▸ **Exercise objective**: Check every line of the data below for "position". Copy each one that has it.

Recorded data:
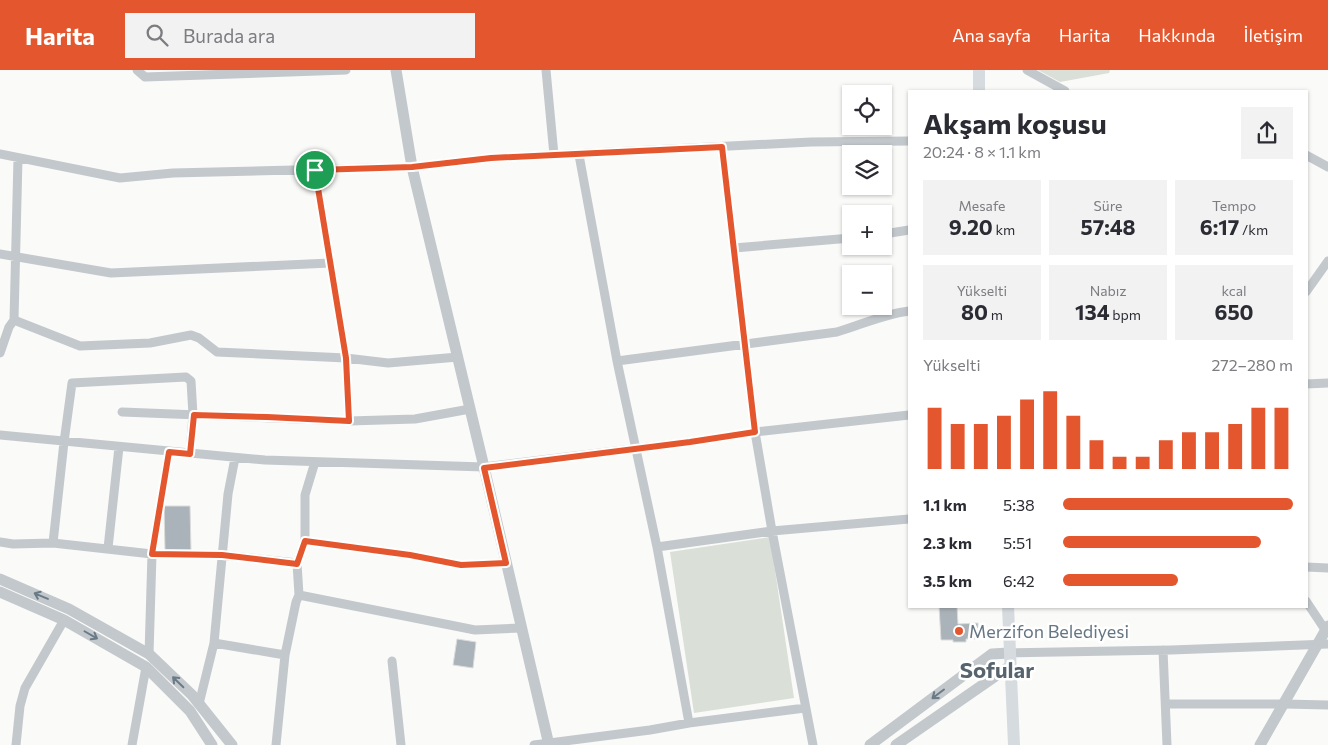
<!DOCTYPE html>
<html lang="tr">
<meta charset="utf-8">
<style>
body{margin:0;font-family:Commissioner,sans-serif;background:#f2f2f3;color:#2b2b33;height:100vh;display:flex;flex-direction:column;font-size:19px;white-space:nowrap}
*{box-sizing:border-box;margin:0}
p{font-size:16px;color:#7c7c81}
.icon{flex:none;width:28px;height:28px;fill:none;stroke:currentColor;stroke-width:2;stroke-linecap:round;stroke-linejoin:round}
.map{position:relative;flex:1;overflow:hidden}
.side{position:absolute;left:908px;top:20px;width:400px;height:518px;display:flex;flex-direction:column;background:#fff;border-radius:0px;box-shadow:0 1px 4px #0004}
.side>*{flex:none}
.tools{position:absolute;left:842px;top:15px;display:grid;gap:10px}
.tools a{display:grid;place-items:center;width:50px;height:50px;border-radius:0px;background:#fff;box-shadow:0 1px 4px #0004;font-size:25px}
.pin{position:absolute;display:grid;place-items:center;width:42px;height:42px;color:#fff;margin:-21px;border:2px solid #fff;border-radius:50%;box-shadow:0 1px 5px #0007}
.round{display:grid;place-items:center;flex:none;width:52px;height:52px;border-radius:0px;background:#f2f2f3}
.headline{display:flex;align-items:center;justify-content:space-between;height:85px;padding:0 15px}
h1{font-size:28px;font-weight:700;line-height:38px}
.stats{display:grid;grid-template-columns:repeat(3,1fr);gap:8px;height:85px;padding:5px 15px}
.stats div{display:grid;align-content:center;border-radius:0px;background:#f2f2f3;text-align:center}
.stats b{font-size:21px;font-weight:700}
.stats small{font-size:14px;font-weight:400}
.stats p{font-size:14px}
.chart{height:140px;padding:10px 15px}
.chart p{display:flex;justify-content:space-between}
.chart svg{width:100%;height:90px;margin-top:5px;stroke:#e4572e;stroke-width:6}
ul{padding:0 15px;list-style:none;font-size:16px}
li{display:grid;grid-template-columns:80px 60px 1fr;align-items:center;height:38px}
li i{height:12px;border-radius:6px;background:#e4572e}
header{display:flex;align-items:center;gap:30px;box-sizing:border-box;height:70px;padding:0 25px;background:#e4572e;color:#fff}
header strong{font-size:24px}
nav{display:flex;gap:28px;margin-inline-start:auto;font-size:18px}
.search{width:350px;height:45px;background:#f2f2f3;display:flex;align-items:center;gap:12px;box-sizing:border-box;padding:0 18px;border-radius:0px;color:#7c7c81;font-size:19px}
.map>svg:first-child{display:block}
.park{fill:#dadfd7}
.building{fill:#aab3b9;stroke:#dcdcda}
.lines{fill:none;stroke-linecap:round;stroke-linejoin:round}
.minor{stroke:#c3c8cc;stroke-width:9}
.tertiary{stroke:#c3c8cc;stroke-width:11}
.secondary{stroke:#d6dbdf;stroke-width:12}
.oneway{stroke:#6a7a87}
.route-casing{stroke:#fff;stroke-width:10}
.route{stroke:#e4572e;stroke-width:6}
.poi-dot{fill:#e4572e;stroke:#fff;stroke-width:2}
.labels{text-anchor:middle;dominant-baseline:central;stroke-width:5;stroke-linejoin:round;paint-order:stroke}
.poi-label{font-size:18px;fill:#657683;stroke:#fff;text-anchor:start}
.district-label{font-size:22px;font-weight:bold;fill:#57646e;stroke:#fff}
</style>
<header>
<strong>Harita</strong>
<div class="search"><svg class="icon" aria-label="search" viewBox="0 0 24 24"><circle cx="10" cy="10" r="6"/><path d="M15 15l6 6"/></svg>Burada ara</div>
<nav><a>Ana sayfa</a><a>Harita</a><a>Hakkında</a><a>İletişim</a></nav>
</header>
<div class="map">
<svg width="1328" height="675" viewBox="0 0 1328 675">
<rect width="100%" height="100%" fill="#fafaf8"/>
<path class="park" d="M 1038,0 L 1110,0 L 1109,3 L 1060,12 Z
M 770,467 L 794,628 L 694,643 L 670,482 Z"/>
<path class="building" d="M 164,436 L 190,436 L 191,480 L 165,480 Z
M 939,536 L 957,536 L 958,554 L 978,553 L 978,569 L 966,569 L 966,572 L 953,572 L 953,570 L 941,570 Z
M 457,569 L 476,572 L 473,598 L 453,595 Z"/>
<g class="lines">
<path class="minor" d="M 137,0 L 145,7 L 346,0
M 546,0 L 554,85
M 1027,0 L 1065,21
M 722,77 L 755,362 L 772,461 L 813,675
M 0,84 L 120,108 L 173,103 L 412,97 L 491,88 L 811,72 L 909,71
M 579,85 L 617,291 L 657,477 L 689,653
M 1306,85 L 1328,97
M 315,99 L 346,288 L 349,351
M 884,164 L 909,160
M 734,178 L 851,168
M 0,184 L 111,203 L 330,193
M 1306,222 L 1328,191
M 14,250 L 80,276 L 150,273 L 191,265 L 199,268 L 217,282 L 346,288 L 388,293 L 458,287
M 0,283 L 9,257 L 14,250 L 18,88
M 617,291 L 837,262 C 861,255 884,244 909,241
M 1306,314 L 1328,313
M 122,342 L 349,351 L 415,349 L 470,339
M 0,365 L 265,390 L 484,397 L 690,372 L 755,362 L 909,345
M 305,471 L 410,485 L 461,495 L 506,493
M 0,472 L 13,474 L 53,473 L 152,484 L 222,485 L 297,493
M 53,473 L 64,372 L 72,313 L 186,307 L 191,311 L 193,345 L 190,384
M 657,477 L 772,461 L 909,449
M 108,478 L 119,377
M 1306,497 L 1328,498
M 299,525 L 475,560 L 521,558
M 1306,531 L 1326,561
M 214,573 L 285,585
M 1163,580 L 1167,675
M 1009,583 L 1171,580 L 1328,574
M 149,584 L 152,484 L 169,382
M 392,591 L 401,675
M 199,634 L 214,573 L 228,424 L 235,388
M 1166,634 L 1284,634 L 1328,635
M 16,675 L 20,636 L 25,618 L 64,550
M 132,675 L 146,597
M 276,675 L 285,585 L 296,532 L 299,525 L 297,493 L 305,471 L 305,425 L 315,392
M 534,675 L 650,660 L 689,653 L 805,638"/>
<path class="tertiary" d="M 396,0 L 412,97 L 484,397 L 549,675
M 0,509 L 69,539 L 149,584 L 192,625 L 232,675
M 0,522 L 64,550 L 146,597 L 190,641 L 212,675
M 870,675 L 992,584 L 1009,583
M 896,675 L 1010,596
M 1260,675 L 1328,556"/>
<path class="secondary" d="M 979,0 L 979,21
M 1008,536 L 1014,675"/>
</g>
<defs><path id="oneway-shaft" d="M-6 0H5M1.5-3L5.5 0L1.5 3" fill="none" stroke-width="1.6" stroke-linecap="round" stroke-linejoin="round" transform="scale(1.25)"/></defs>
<g class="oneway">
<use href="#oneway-shaft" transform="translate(41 526) rotate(-157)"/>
<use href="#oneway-shaft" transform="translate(91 565) rotate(30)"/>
<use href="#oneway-shaft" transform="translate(178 612) rotate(-136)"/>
<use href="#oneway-shaft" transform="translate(938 624) rotate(143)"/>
</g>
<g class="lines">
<defs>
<path id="route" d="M 722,77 L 755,362 L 690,372 L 484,398 L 506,493 L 461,495 L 410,485 L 305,471 L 297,494 L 222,485 L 152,484 L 169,382 L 190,384 L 194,345 L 267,347 L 349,351 L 346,288 L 315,100 L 412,97 L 491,88 Z"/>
</defs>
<use href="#route" class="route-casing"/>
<use href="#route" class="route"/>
</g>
<circle class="poi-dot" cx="959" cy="561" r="5"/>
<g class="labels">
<g class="poi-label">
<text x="969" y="561">Merzifon Belediyesi</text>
</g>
<g class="district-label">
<text x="997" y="599">Sofular</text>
</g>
</g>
</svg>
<div class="tools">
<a><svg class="icon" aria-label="locate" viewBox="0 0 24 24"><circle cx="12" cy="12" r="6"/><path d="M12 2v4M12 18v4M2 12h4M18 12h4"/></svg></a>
<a><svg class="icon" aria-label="layers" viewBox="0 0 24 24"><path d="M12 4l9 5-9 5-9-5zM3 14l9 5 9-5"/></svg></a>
<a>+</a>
<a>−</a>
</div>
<div class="pin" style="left:315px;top:100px;background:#1e9e55"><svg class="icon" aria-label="arrive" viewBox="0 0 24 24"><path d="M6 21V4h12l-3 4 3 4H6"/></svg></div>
<section class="side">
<div class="headline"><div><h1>Akşam koşusu</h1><p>20:24 · 8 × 1.1 km</p></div><a class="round"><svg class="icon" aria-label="share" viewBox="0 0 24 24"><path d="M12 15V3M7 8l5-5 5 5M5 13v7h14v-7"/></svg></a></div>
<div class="stats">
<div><p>Mesafe</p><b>9.20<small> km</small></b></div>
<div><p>Süre</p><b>57:48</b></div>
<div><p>Tempo</p><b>6:17<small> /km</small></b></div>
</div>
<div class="stats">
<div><p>Yükselti</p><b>80<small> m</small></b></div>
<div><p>Nabız</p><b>134<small> bpm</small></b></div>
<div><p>kcal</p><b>650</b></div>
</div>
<div class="chart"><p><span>Yükselti</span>272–280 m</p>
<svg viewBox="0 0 160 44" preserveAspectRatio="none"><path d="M5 44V14M15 44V22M25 44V22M35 44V18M45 44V10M55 44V6M65 44V18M75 44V30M85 44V38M95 44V38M105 44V30M115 44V26M125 44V26M135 44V22M145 44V14M155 44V14"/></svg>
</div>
<ul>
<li><b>1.1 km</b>5:38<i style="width:100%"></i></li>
<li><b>2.3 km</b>5:51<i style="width:86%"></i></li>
<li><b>3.5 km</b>6:42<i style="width:50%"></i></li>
</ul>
</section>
</div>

▸ **Worked solution**:
.map{position:relative;flex:1;overflow:hidden}
.side{position:absolute;left:908px;top:20px;width:400px;height:518px;display:flex;flex-direction:column;background:#fff;border-radius:0px;box-shadow:0 1px 4px #0004}
.tools{position:absolute;left:842px;top:15px;display:grid;gap:10px}
.pin{position:absolute;display:grid;place-items:center;width:42px;height:42px;color:#fff;margin:-21px;border:2px solid #fff;border-radius:50%;box-shadow:0 1px 5px #0007}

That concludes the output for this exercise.